Currently Medicare and other insurers fully reimburse for simultaneous surgery when the surgeon is present for only those parts of the procedure that that surgeon deems critically important. In order to reduce the influence of such subjective variables as time of day, the patient’s insurance status, or other demands upon members of the operative team, this decision should not be left to the surgeon. Instead, payers or other patient representatives should be the ones defining which elements of a surgery are critical, and patients should know exactly what to expect while unconscious in the operating room.

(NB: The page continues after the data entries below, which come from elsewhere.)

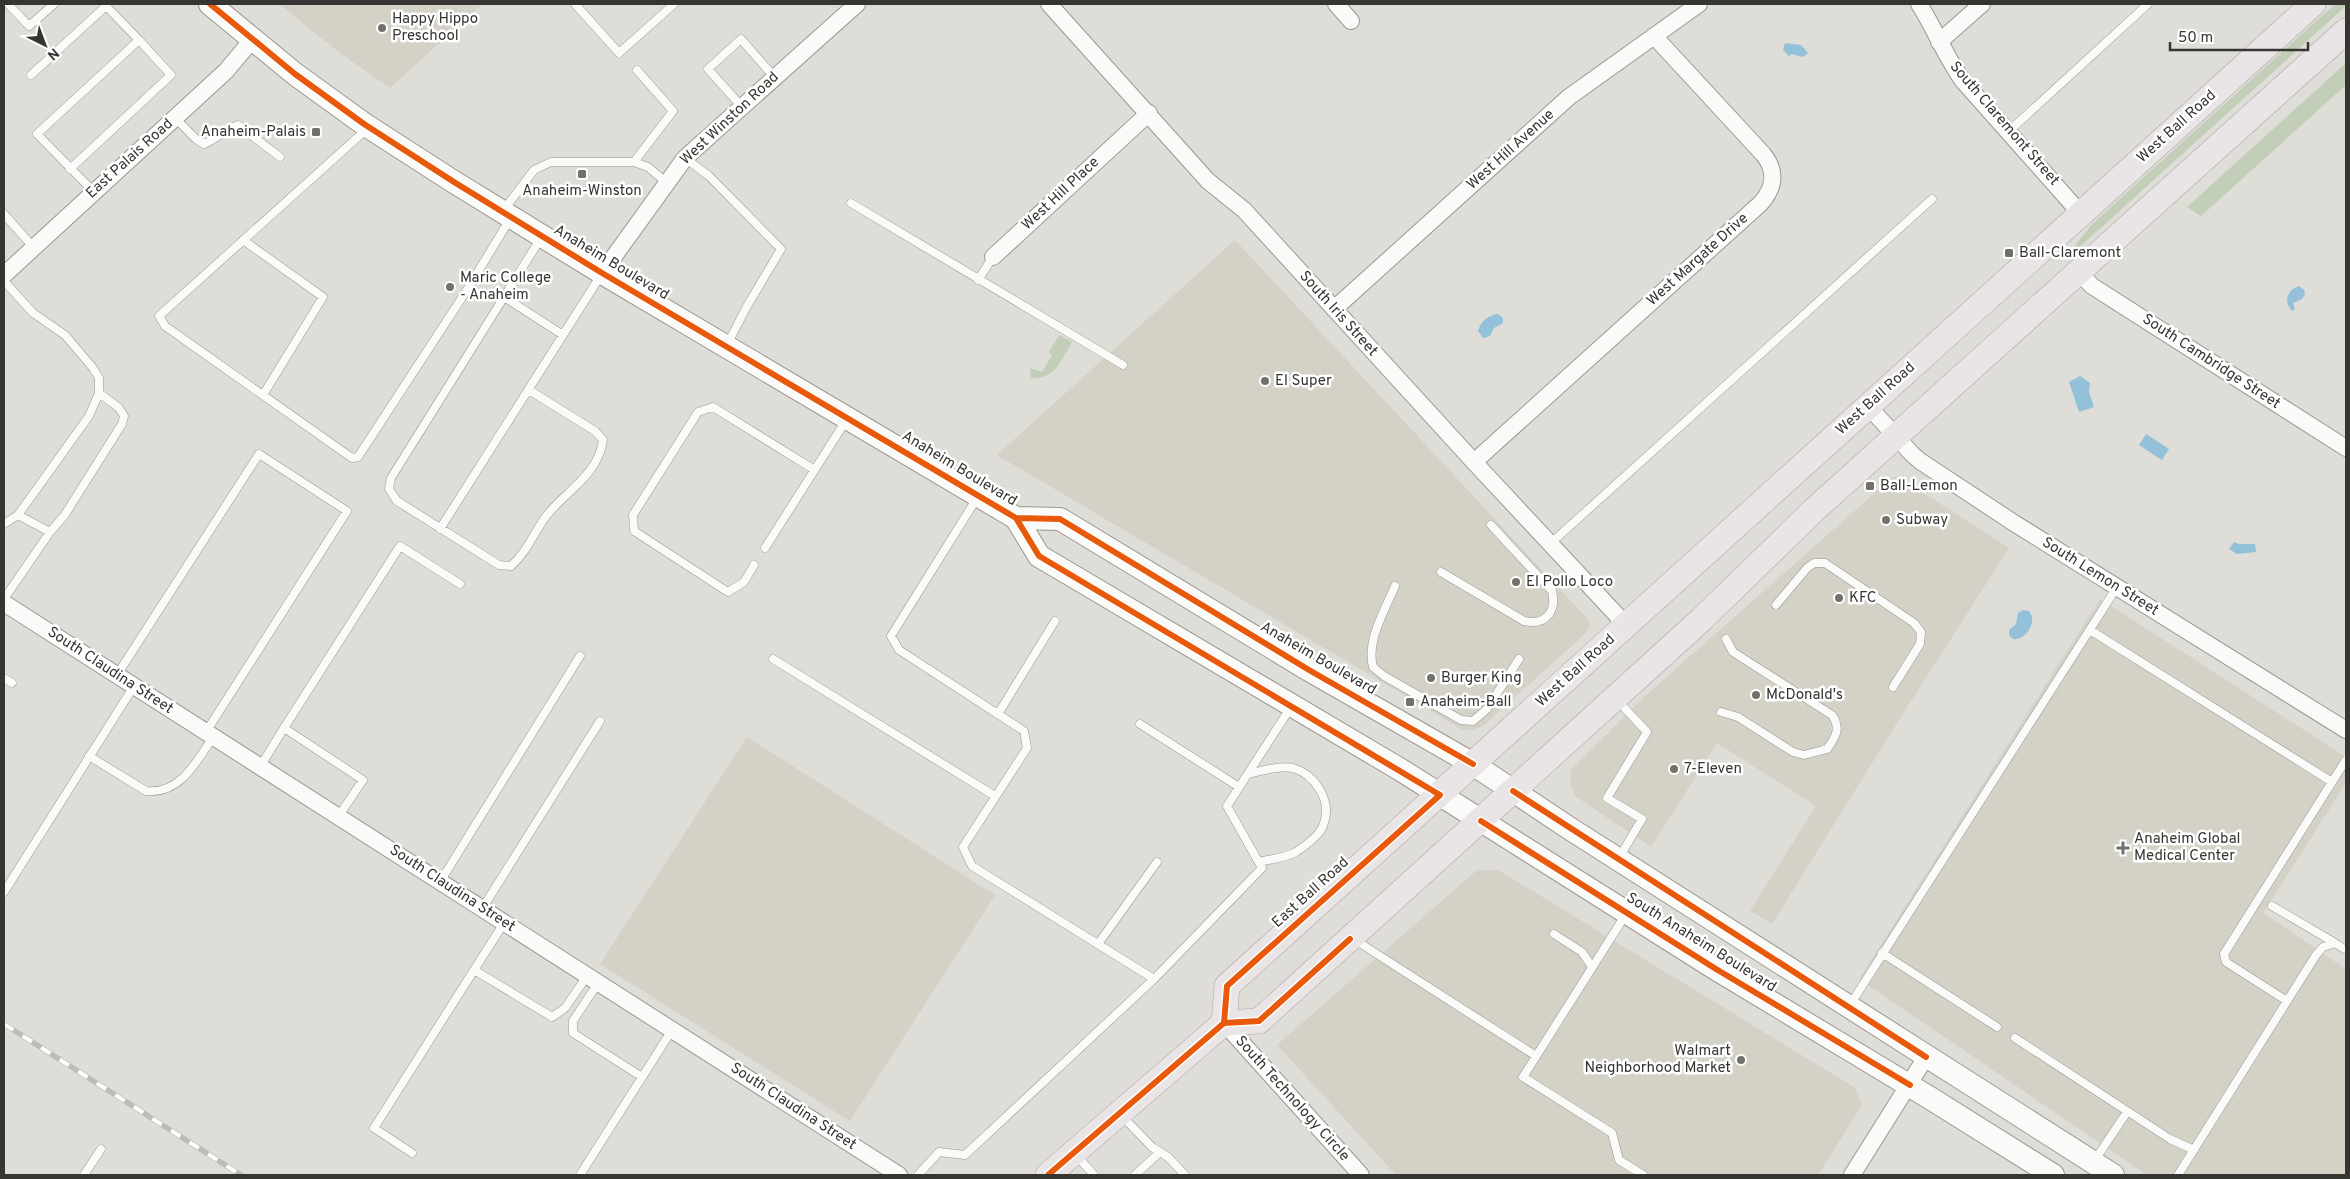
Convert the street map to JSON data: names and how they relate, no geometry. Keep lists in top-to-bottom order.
{
  "streets": {
    "main road": [
      "West Ball Road",
      "Anaheim Boulevard",
      "East Ball Road",
      "South Anaheim Boulevard"
    ],
    "street": [
      "West Winston Road",
      "South Claremont Street",
      "West Hill Avenue",
      "East Palais Road",
      "West Hill Place",
      "West Margate Drive",
      "South Iris Street",
      "South Cambridge Street",
      "South Lemon Street",
      "South Claudina Street",
      "South Technology Circle"
    ]
  },
  "crossings": [
    ["West Winston Road", "Anaheim Boulevard"],
    ["South Claremont Street", "West Ball Road"],
    ["West Ball Road", "Anaheim Boulevard"],
    ["West Ball Road", "South Iris Street"],
    ["West Ball Road", "South Lemon Street"],
    ["West Ball Road", "East Ball Road"],
    ["West Ball Road", "South Anaheim Boulevard"],
    ["West Hill Avenue", "West Margate Drive"],
    ["West Hill Avenue", "South Iris Street"],
    ["East Palais Road", "Anaheim Boulevard"],
    ["West Hill Place", "South Iris Street"],
    ["West Margate Drive", "South Iris Street"],
    ["Anaheim Boulevard", "East Ball Road"],
    ["Anaheim Boulevard", "South Anaheim Boulevard"],
    ["East Ball Road", "South Anaheim Boulevard"],
    ["East Ball Road", "South Technology Circle"]
  ],
  "places": {
    "other": [
      "Happy Hippo Preschool",
      "Maric College - Anaheim",
      "El Super",
      "Subway",
      "El Pollo Loco",
      "KFC",
      "Burger King",
      "McDonald's",
      "7-Eleven",
      "Walmart Neighborhood Market"
    ],
    "transit": [
      "Anaheim-Palais",
      "Anaheim-Winston",
      "Ball-Claremont",
      "Ball-Lemon",
      "Anaheim-Ball"
    ],
    "health": ["Anaheim Global Medical Center"]
  },
  "scale_bar": "50 m",
  "north": "bottom right"
}
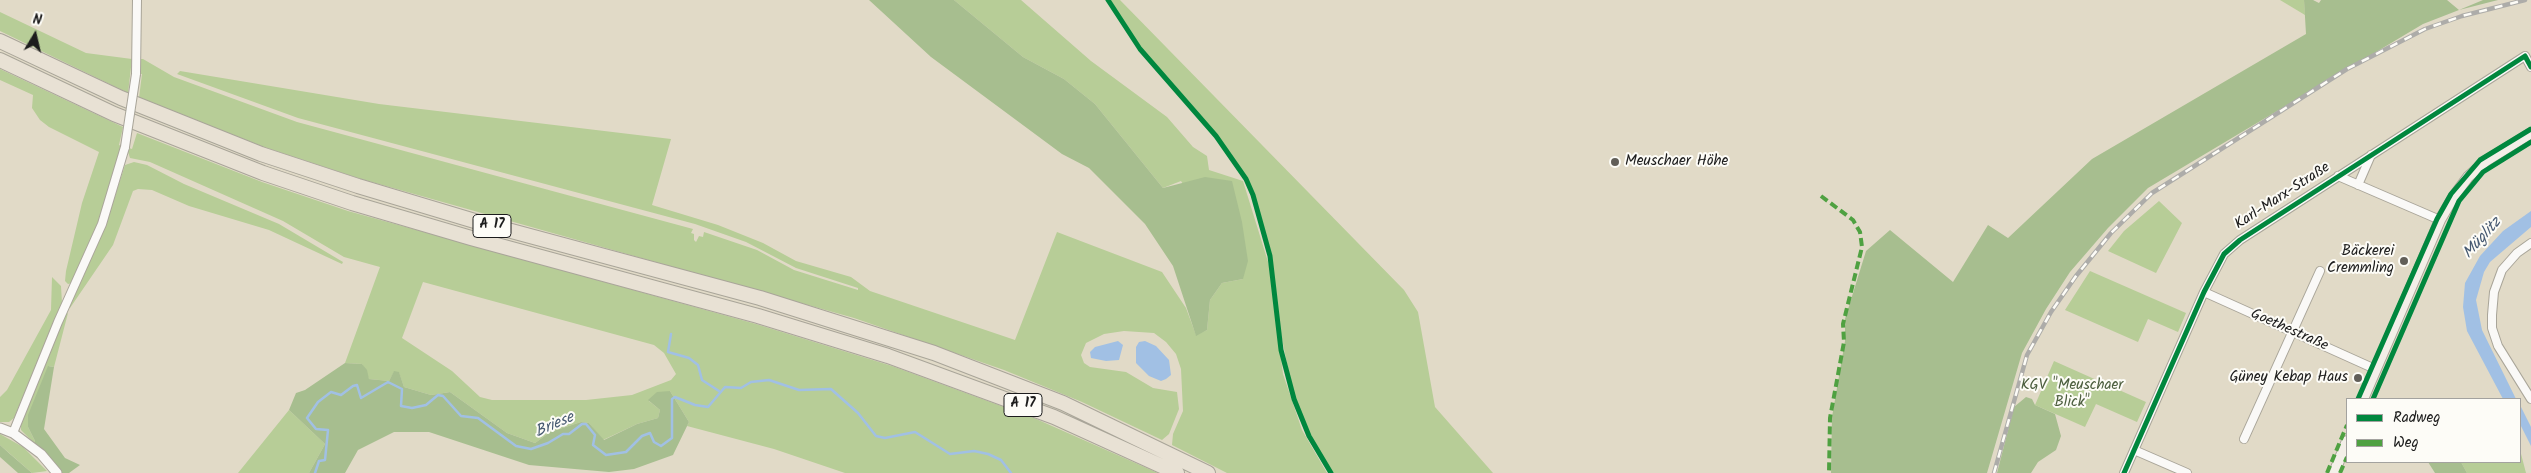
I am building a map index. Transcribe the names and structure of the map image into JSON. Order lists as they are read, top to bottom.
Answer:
{
  "streets": {
    "highway": ["A 17"],
    "street": ["Karl-Marx-Straße", "Goethestraße"]
  },
  "crossings": [
    ["Karl-Marx-Straße", "Goethestraße"]
  ],
  "water": ["Müglitz", "Briese"],
  "parks": ["KGV \"Meuschaer Blick\""],
  "places": ["Meuschaer Höhe", "Bäckerei Cremmling", "Güney Kebap Haus"],
  "legend": ["Radweg", "Weg"],
  "north": "top"
}
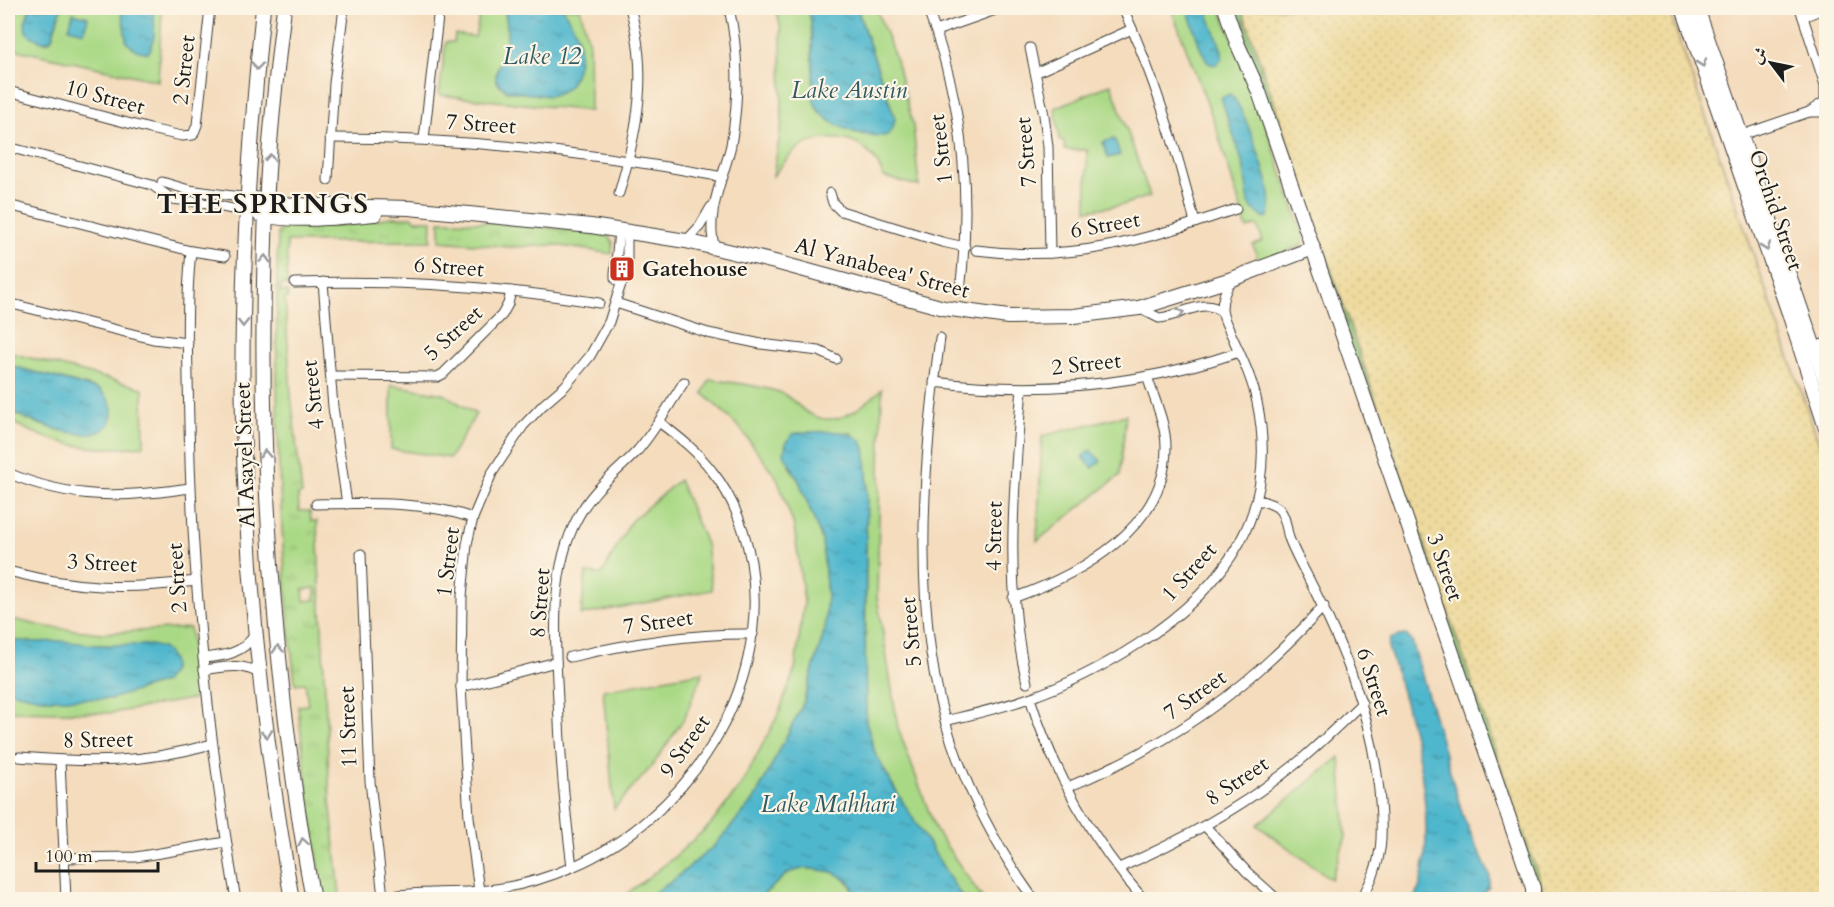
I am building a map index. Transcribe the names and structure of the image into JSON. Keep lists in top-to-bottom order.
{
  "streets": {
    "street": [
      "2 Street",
      "10 Street",
      "7 Street",
      "1 Street",
      "Orchid Street",
      "6 Street",
      "Al Yanabeea' Street",
      "5 Street",
      "4 Street",
      "Al Asayel Street",
      "3 Street",
      "8 Street",
      "11 Street",
      "9 Street"
    ]
  },
  "crossings": [
    ["2 Street", "10 Street"],
    ["2 Street", "1 Street"],
    ["2 Street", "5 Street"],
    ["2 Street", "4 Street"],
    ["2 Street", "3 Street"],
    ["2 Street", "8 Street"],
    ["7 Street", "6 Street"],
    ["7 Street", "9 Street"],
    ["1 Street", "6 Street"],
    ["1 Street", "Al Yanabeea' Street"],
    ["1 Street", "5 Street"],
    ["1 Street", "9 Street"],
    ["6 Street", "5 Street"],
    ["6 Street", "4 Street"],
    ["6 Street", "8 Street"],
    ["Al Yanabeea' Street", "Al Asayel Street"],
    ["Al Yanabeea' Street", "3 Street"],
    ["5 Street", "4 Street"],
    ["8 Street", "9 Street"],
    ["11 Street", "9 Street"]
  ],
  "districts": ["THE SPRINGS"],
  "water": ["Lake 12", "Lake Austin", "Lake Mahhari"],
  "places": {
    "building": ["Gatehouse"]
  },
  "scale_bar": "100 m",
  "north": "top left"
}
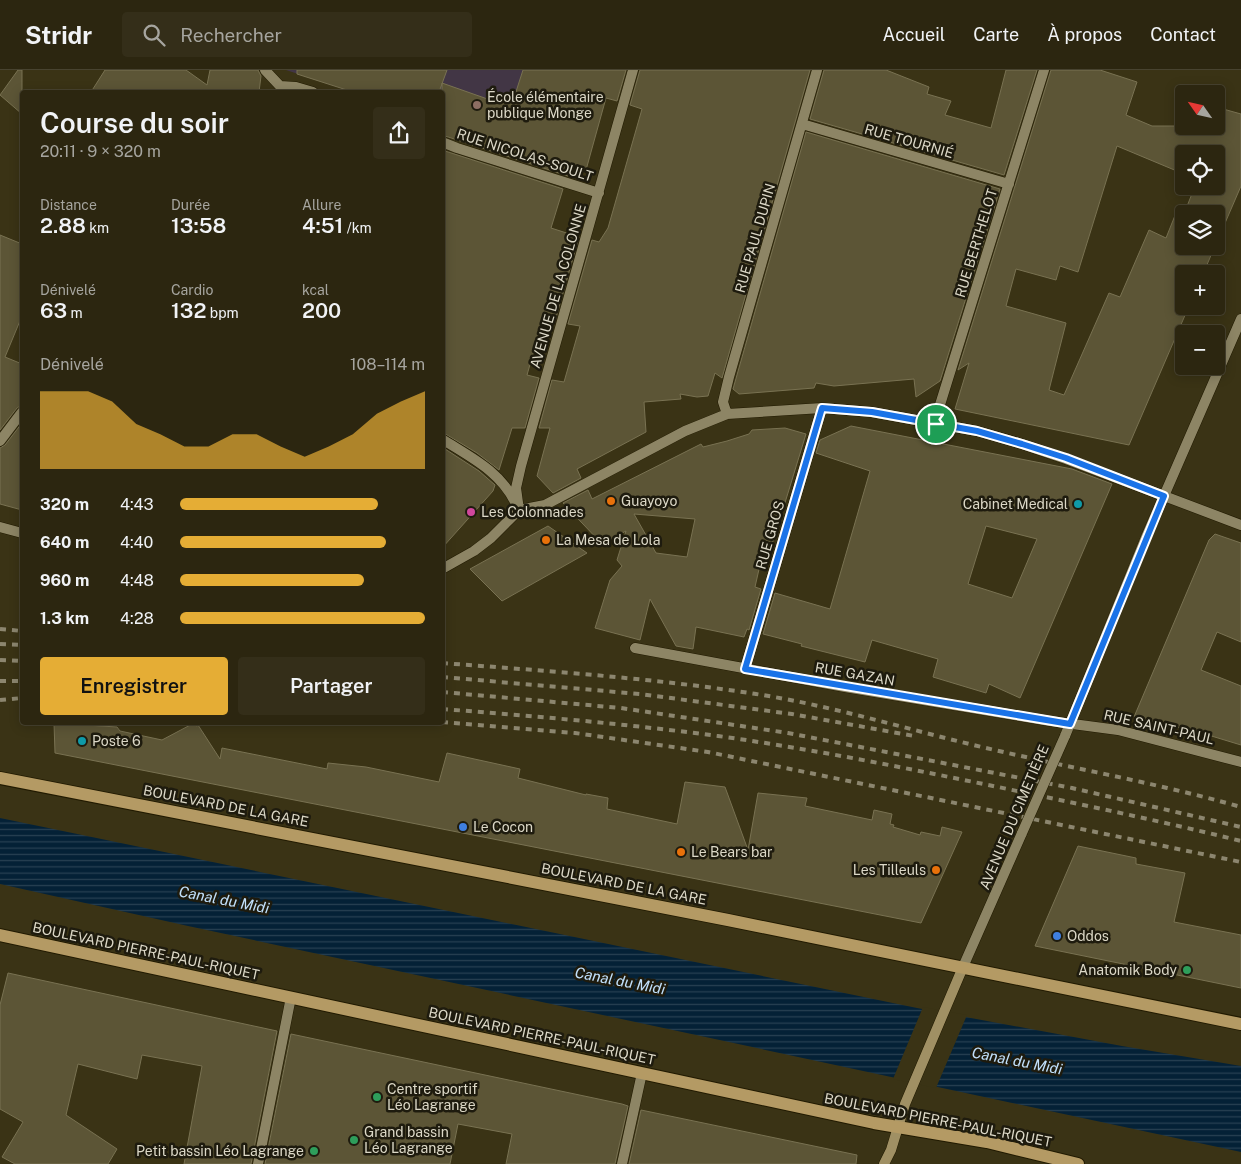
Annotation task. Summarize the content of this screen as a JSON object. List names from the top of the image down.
{
  "streets": {
    "main road": ["BOULEVARD DE LA GARE", "BOULEVARD PIERRE-PAUL-RIQUET"],
    "street": [
      "RUE TOURNIÉ",
      "RUE NICOLAS-SOULT",
      "RUE PAUL DUPIN",
      "RUE BERTHELOT",
      "AVENUE DE LA COLONNE",
      "RUE GROS",
      "RUE GAZAN",
      "RUE SAINT-PAUL",
      "AVENUE DU CIMETIÈRE"
    ]
  },
  "crossings": [
    ["RUE TOURNIÉ", "RUE PAUL DUPIN"],
    ["RUE TOURNIÉ", "RUE BERTHELOT"],
    ["RUE NICOLAS-SOULT", "AVENUE DE LA COLONNE"],
    ["RUE GROS", "RUE GAZAN"],
    ["RUE GAZAN", "RUE SAINT-PAUL"],
    ["RUE GAZAN", "AVENUE DU CIMETIÈRE"],
    ["RUE SAINT-PAUL", "AVENUE DU CIMETIÈRE"],
    ["BOULEVARD DE LA GARE", "AVENUE DU CIMETIÈRE"]
  ],
  "water": ["Canal du Midi"],
  "places": [
    "École élémentaire publique Monge",
    "Guayoyo",
    "Cabinet Medical",
    "Les Colonnades",
    "La Mesa de Lola",
    "Poste 6",
    "Le Cocon",
    "Le Bears bar",
    "Les Tilleuls",
    "Oddos",
    "Anatomik Body",
    "Centre sportif Léo Lagrange",
    "Grand bassin Léo Lagrange",
    "Petit bassin Léo Lagrange"
  ],
  "north": "top left",
  "page": {
    "header": "Stridr",
    "search": "Rechercher",
    "nav": [
      "Accueil",
      "Carte",
      "À propos",
      "Contact"
    ],
    "map_buttons": ["+", "−"],
    "heading": ["Course du soir", "20:11 · 9 × 320 m"],
    "stats": [
      ["Distance", "2.88 km"],
      ["Durée", "13:58"],
      ["Allure", "4:51 /km"],
      ["Dénivelé", "63 m"],
      ["Cardio", "132 bpm"],
      ["kcal", "200"]
    ],
    "chart": ["Dénivelé", "108–114 m"],
    "list": [
      {
        "name": "320 m",
        "note": "4:43"
      },
      {
        "name": "640 m",
        "note": "4:40"
      },
      {
        "name": "960 m",
        "note": "4:48"
      },
      {
        "name": "1.3 km",
        "note": "4:28"
      }
    ],
    "buttons": ["Enregistrer", "Partager"]
  }
}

For example, CMS might expect a surgeon to be in the operating room from the time she moves beyond the subcutaneous tissues until only these tissues are left to close. Everyone in the operating room would understand such a standard and know what to expect, including the surgeon, assistants, the anesthesiologist, operating room nurses, and, most importantly, the patient who places his life in the care of others.

Justice Benjamin Cardozo said it well in 1914 in the case that made informed consent the law of the land: “Every human being of adult years and sound mind has a right to determine what shall be done with his own body,” and this extends to the right to make judgments over who shall perform surgery and under what conditions. A patient-centered, transparent standard for simultaneous surgery is surely the way forward. It will increase patient trust in their operating team and keep the team on the same page; it will simplify informed consent discussions for patients; and it will ensure that all patients know exactly what to expect when they are unconscious and vulnerable. Payers and regulators, working with the medical community, should adopt such standards expeditiously.